▶ Exercise brief: Look at the entries below and restate word for word the lines from the first through the one that has "filter:drop-shadow(2px 0 #2a4951)".
━━ Provided information ━━
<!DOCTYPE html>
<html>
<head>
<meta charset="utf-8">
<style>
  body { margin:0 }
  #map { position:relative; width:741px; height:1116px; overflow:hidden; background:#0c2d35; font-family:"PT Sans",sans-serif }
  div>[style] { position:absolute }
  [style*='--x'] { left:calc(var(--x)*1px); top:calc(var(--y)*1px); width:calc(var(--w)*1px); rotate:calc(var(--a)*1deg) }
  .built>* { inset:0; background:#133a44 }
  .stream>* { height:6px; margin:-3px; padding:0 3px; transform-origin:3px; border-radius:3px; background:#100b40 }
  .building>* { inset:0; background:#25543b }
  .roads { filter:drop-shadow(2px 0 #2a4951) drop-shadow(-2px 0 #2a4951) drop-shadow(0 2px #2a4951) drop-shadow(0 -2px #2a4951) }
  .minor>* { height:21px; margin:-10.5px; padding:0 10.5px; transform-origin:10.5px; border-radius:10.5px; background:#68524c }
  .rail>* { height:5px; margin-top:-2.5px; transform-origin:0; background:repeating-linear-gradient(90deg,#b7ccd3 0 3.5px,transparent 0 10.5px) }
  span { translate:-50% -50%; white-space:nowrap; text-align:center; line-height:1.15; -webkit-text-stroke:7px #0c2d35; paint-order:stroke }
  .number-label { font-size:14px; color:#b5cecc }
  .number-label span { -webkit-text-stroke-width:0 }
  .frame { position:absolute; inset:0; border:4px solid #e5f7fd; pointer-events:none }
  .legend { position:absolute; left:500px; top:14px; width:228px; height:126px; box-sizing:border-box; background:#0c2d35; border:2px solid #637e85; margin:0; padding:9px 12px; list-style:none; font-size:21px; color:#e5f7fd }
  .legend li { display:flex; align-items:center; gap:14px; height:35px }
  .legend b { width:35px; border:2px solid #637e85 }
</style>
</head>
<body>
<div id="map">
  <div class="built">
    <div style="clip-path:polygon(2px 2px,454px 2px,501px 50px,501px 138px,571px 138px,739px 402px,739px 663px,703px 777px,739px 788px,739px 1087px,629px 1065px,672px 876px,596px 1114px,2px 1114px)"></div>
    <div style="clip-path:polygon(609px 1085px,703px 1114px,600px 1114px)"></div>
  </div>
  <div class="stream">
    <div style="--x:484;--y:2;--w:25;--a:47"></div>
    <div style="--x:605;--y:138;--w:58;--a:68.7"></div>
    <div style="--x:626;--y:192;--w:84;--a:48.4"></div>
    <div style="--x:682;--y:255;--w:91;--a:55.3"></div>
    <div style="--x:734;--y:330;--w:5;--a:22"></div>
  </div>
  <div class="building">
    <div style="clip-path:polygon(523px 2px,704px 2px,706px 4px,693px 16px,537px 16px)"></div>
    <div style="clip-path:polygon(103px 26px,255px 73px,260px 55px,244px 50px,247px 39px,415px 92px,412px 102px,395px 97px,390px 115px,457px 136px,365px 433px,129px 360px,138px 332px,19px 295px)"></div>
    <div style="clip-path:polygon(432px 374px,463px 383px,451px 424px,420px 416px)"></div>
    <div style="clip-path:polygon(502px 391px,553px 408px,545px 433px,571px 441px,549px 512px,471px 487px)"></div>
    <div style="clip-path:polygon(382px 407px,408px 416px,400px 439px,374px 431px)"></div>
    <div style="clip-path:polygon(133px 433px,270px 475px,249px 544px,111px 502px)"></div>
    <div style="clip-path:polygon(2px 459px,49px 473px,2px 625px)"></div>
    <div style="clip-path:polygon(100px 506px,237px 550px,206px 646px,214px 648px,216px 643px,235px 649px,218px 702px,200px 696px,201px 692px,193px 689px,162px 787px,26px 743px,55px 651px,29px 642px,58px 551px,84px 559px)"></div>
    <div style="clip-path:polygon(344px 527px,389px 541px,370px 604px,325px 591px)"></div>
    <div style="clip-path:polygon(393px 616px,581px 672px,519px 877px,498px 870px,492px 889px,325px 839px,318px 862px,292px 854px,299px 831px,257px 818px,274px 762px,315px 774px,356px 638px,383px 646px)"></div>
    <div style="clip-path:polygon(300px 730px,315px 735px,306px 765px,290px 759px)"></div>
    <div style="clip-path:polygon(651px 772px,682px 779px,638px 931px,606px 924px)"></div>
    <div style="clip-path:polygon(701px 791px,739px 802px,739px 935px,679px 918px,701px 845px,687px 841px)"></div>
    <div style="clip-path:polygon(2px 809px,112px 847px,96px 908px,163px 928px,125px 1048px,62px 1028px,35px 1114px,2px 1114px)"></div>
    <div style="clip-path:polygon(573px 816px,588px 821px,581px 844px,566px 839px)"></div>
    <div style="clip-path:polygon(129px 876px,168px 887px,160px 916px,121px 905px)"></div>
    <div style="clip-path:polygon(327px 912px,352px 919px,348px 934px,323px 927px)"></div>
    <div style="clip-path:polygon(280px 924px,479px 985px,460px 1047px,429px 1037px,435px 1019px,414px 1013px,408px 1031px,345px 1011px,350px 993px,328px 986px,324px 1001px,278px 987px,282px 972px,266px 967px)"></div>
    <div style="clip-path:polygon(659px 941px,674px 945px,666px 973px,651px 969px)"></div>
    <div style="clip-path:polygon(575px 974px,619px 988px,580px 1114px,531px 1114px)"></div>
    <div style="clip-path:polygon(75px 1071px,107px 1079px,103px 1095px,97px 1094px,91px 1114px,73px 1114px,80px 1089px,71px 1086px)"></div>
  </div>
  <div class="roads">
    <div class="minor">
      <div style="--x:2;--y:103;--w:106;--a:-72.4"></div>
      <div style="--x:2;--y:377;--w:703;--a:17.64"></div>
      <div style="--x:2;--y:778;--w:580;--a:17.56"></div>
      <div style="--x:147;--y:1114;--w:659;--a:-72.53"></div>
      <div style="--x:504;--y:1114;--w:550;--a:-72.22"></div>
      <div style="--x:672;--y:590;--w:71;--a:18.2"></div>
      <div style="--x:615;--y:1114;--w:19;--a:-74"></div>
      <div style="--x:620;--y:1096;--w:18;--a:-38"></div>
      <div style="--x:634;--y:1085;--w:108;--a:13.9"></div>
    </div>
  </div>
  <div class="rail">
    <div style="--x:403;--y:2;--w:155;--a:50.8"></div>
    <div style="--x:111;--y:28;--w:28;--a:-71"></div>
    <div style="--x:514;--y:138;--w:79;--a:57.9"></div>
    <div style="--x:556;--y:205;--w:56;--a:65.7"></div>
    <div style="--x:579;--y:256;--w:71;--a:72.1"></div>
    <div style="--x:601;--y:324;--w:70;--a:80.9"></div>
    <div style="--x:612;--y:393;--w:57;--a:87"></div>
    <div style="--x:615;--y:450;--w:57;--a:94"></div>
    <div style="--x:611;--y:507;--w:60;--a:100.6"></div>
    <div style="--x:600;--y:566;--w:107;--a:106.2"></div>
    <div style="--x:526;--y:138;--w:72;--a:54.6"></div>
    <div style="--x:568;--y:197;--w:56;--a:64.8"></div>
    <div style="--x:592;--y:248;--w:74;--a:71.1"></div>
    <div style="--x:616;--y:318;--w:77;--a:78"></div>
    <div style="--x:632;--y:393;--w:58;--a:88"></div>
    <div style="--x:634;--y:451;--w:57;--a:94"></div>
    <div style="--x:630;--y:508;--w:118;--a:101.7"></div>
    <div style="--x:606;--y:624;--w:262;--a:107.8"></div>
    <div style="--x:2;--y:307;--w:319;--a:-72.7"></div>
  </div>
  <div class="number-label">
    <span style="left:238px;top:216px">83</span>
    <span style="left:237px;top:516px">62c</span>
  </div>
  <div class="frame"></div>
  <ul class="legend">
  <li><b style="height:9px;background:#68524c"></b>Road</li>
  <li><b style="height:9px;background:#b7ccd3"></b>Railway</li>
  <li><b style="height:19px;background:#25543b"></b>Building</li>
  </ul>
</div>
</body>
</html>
━━━
▶ Answer space:
<!DOCTYPE html>
<html>
<head>
<meta charset="utf-8">
<style>
  body { margin:0 }
  #map { position:relative; width:741px; height:1116px; overflow:hidden; background:#0c2d35; font-family:"PT Sans",sans-serif }
  div>[style] { position:absolute }
  [style*='--x'] { left:calc(var(--x)*1px); top:calc(var(--y)*1px); width:calc(var(--w)*1px); rotate:calc(var(--a)*1deg) }
  .built>* { inset:0; background:#133a44 }
  .stream>* { height:6px; margin:-3px; padding:0 3px; transform-origin:3px; border-radius:3px; background:#100b40 }
  .building>* { inset:0; background:#25543b }
  .roads { filter:drop-shadow(2px 0 #2a4951) drop-shadow(-2px 0 #2a4951) drop-shadow(0 2px #2a4951) drop-shadow(0 -2px #2a4951) }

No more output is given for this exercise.